■ PROVIDED MATERIAL ■
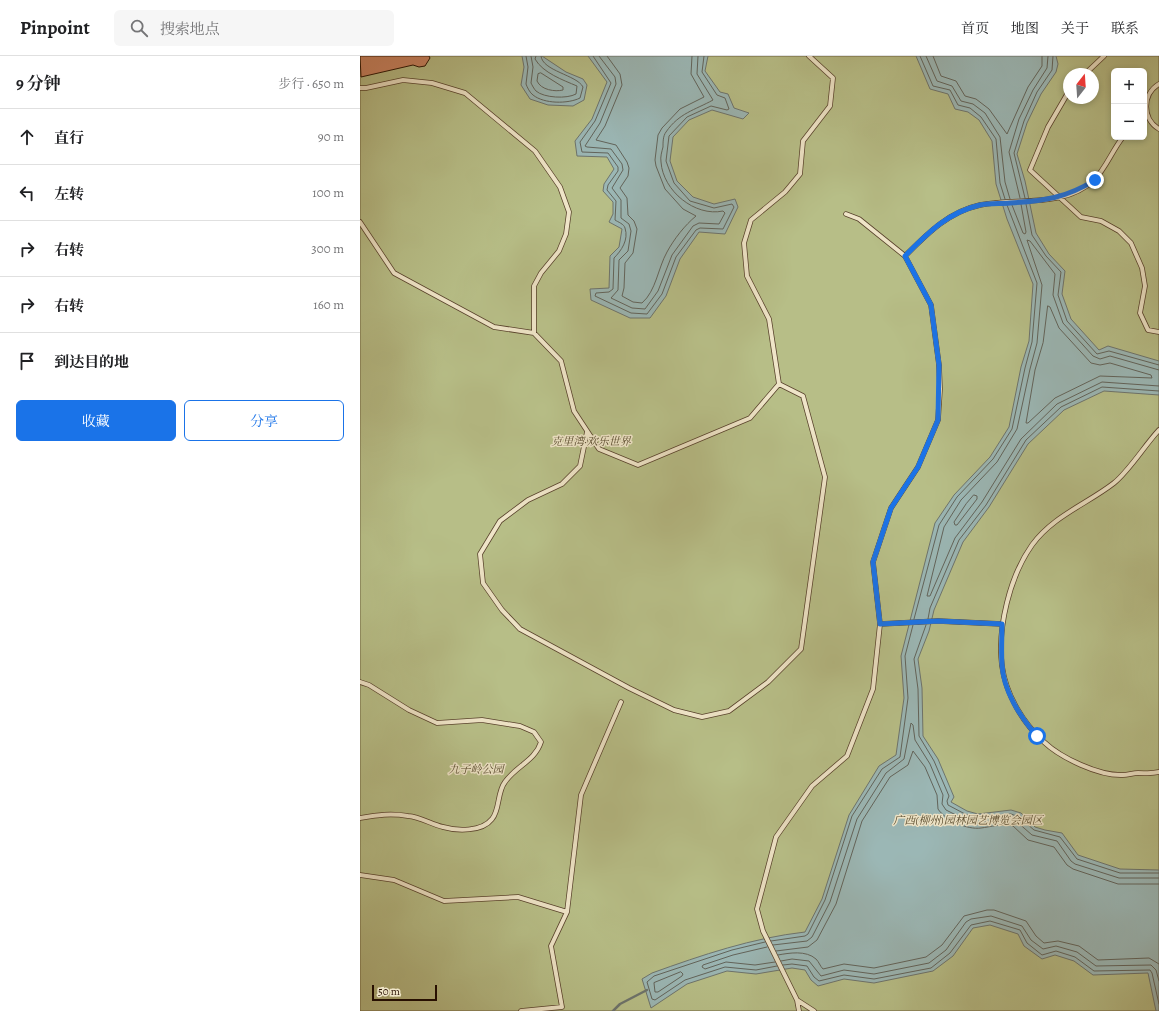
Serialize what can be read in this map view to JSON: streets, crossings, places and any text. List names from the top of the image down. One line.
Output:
{"parks":["克里湾·欢乐世界","九子岭公园","广西(柳州)园林园艺博览会园区"],"scale_bar":"50 m","north":"top","page":{"header":"Pinpoint","search":"搜索地点","nav":["首页","地图","关于","联系"],"heading":["9 分钟","步行 · 650 m"],"map_buttons":["+","−"],"list":[["直行","90 m"],["左转","100 m"],["右转","300 m"],["右转","160 m"],"到达目的地"],"buttons":["收藏","分享"],"scale":"50 m"}}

■ EXERCISE GOAL ■
Please repeat each line above exactly as it appears, but omit the pictures.

■ ANSWER TO THIS PROBLEM ■
Serialize what can be read in this map view to JSON: streets, crossings, places and any text. List names from the top of the image down. One line.
Output:
{"parks":["克里湾·欢乐世界","九子岭公园","广西(柳州)园林园艺博览会园区"],"scale_bar":"50 m","north":"top","page":{"header":"Pinpoint","search":"搜索地点","nav":["首页","地图","关于","联系"],"heading":["9 分钟","步行 · 650 m"],"map_buttons":["+","−"],"list":[["直行","90 m"],["左转","100 m"],["右转","300 m"],["右转","160 m"],"到达目的地"],"buttons":["收藏","分享"],"scale":"50 m"}}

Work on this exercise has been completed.